+++ The data

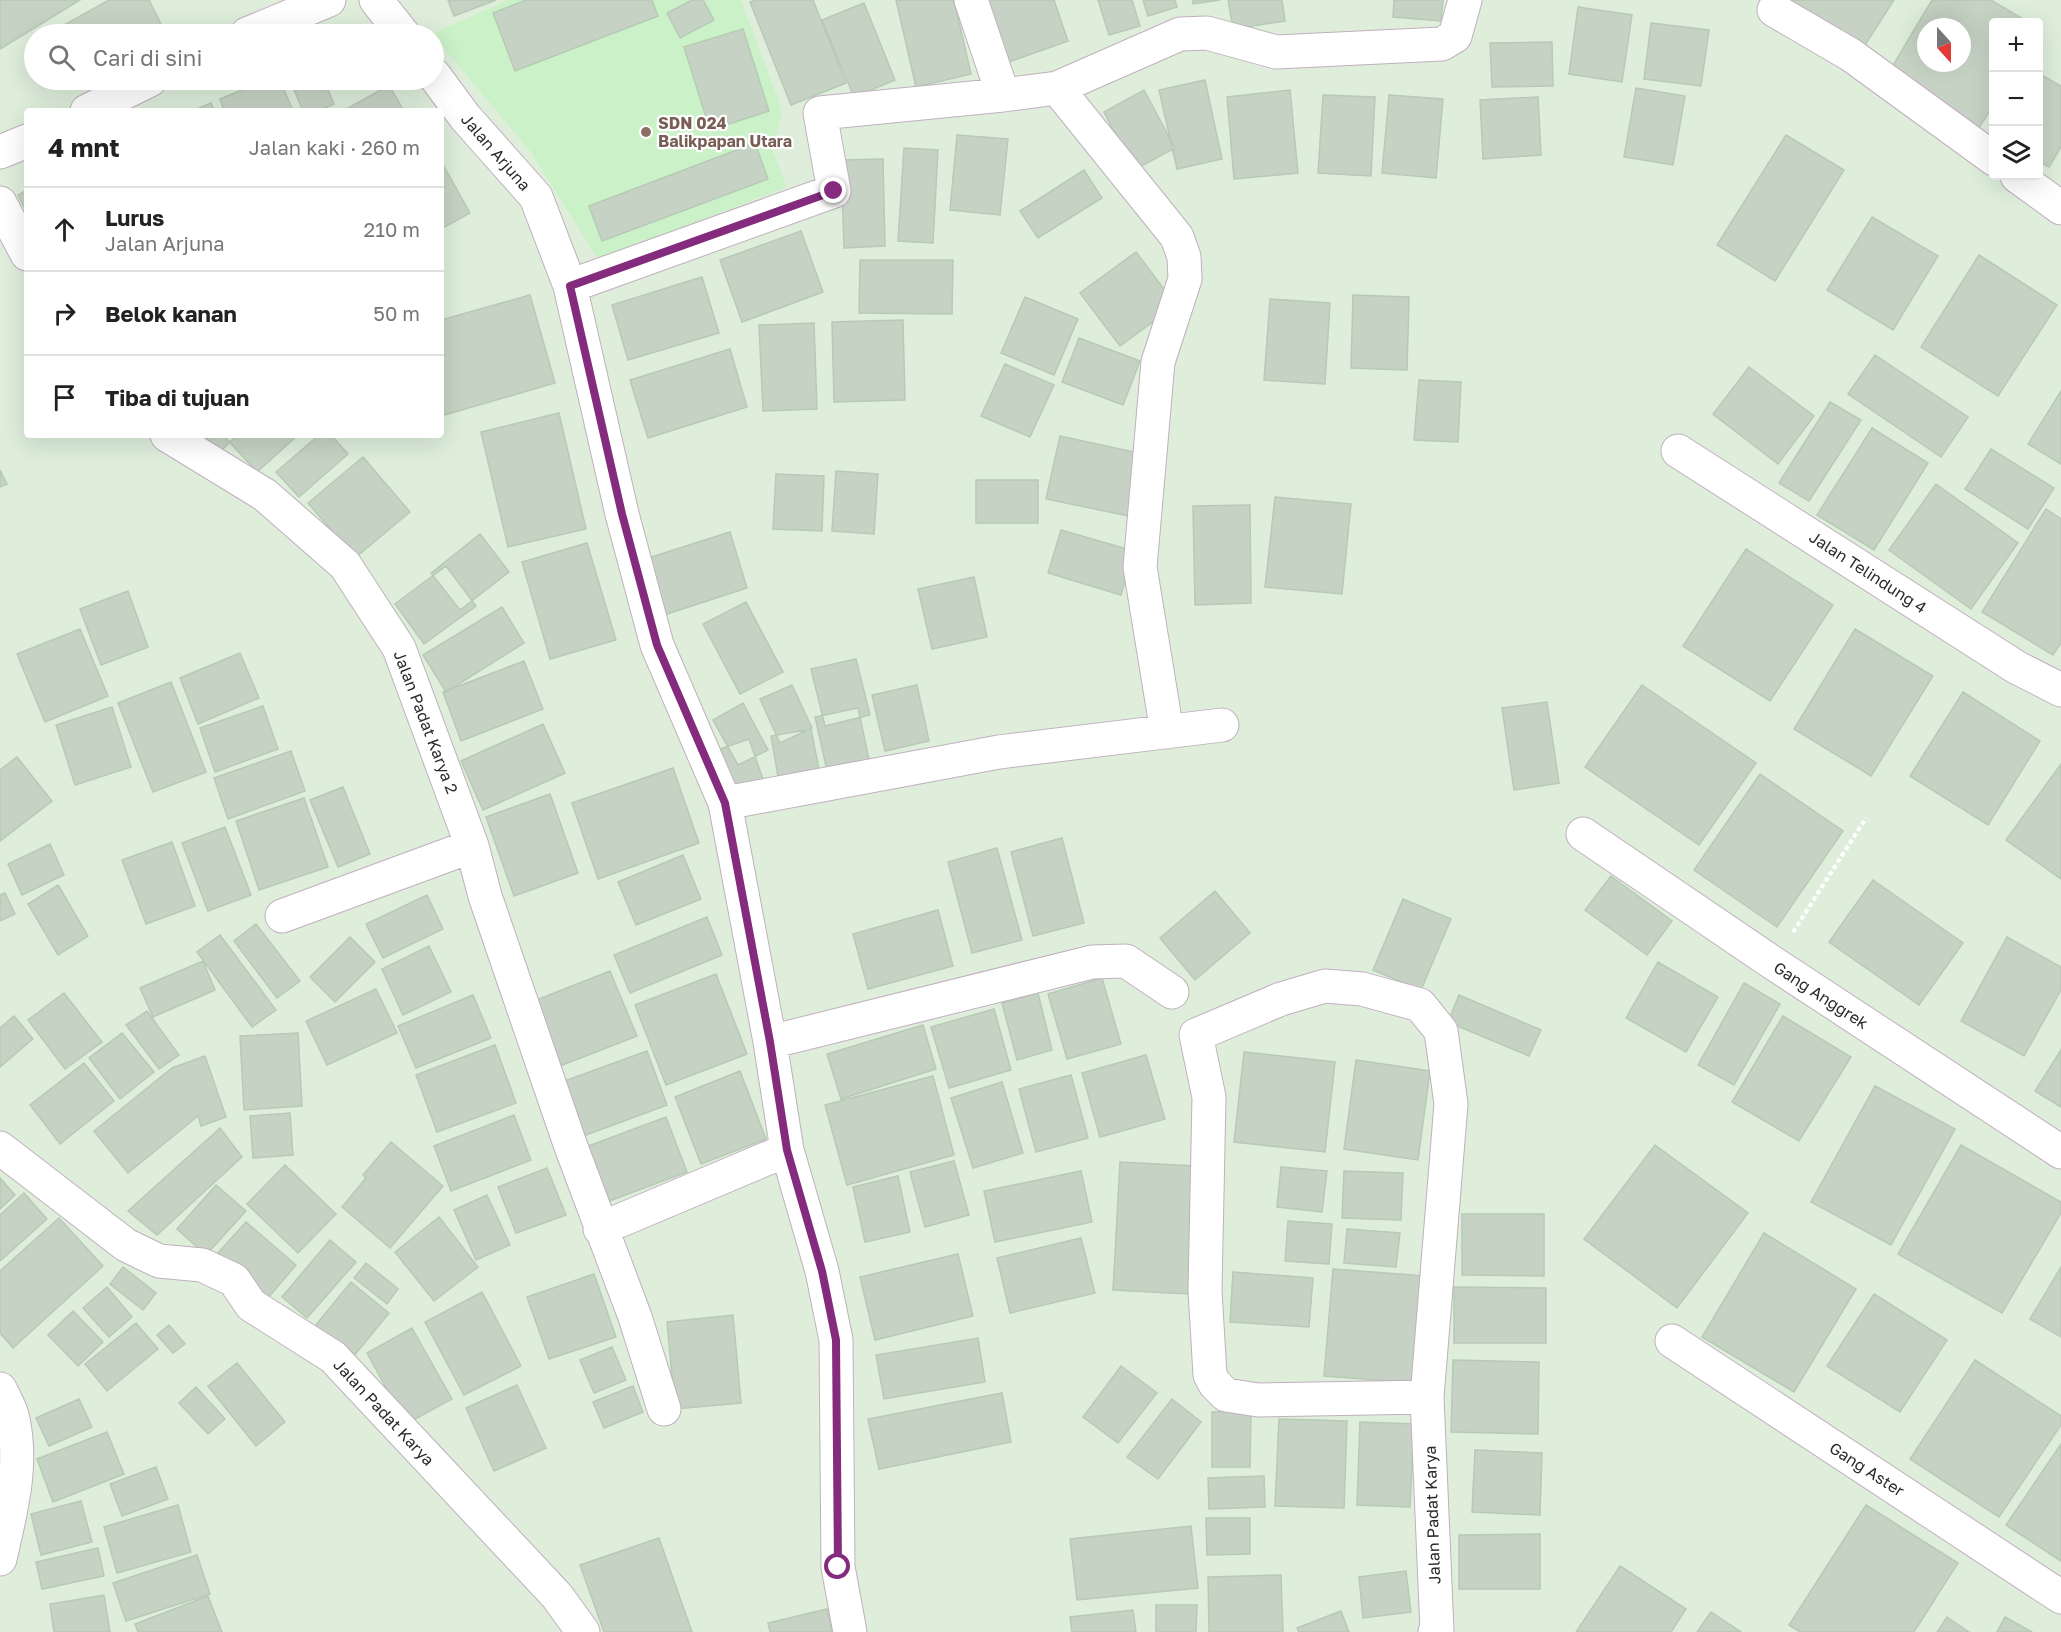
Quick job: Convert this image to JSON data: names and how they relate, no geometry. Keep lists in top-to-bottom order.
{
  "streets": {
    "street": [
      "Jalan Arjuna",
      "Jalan Telindung 4",
      "Jalan Padat Karya 2",
      "Gang Anggrek",
      "Jalan Padat Karya",
      "Gang Aster"
    ]
  },
  "places": ["SDN 024 Balikpapan Utara"],
  "north": "bottom",
  "page": {
    "map_buttons": ["+", "−"],
    "search": "Cari di sini",
    "heading": ["4 mnt", "Jalan kaki · 260 m"],
    "list": [
      ["Lurus", "Jalan Arjuna", "210 m"],
      ["Belok kanan", "50 m"],
      "Tiba di tujuan"
    ]
  }
}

++++++

Work task:
All of the lines above must be printed again exactly, and no picture may appear in the copy.

Result:
Quick job: Convert this image to JSON data: names and how they relate, no geometry. Keep lists in top-to-bottom order.
{
  "streets": {
    "street": [
      "Jalan Arjuna",
      "Jalan Telindung 4",
      "Jalan Padat Karya 2",
      "Gang Anggrek",
      "Jalan Padat Karya",
      "Gang Aster"
    ]
  },
  "places": ["SDN 024 Balikpapan Utara"],
  "north": "bottom",
  "page": {
    "map_buttons": ["+", "−"],
    "search": "Cari di sini",
    "heading": ["4 mnt", "Jalan kaki · 260 m"],
    "list": [
      ["Lurus", "Jalan Arjuna", "210 m"],
      ["Belok kanan", "50 m"],
      "Tiba di tujuan"
    ]
  }
}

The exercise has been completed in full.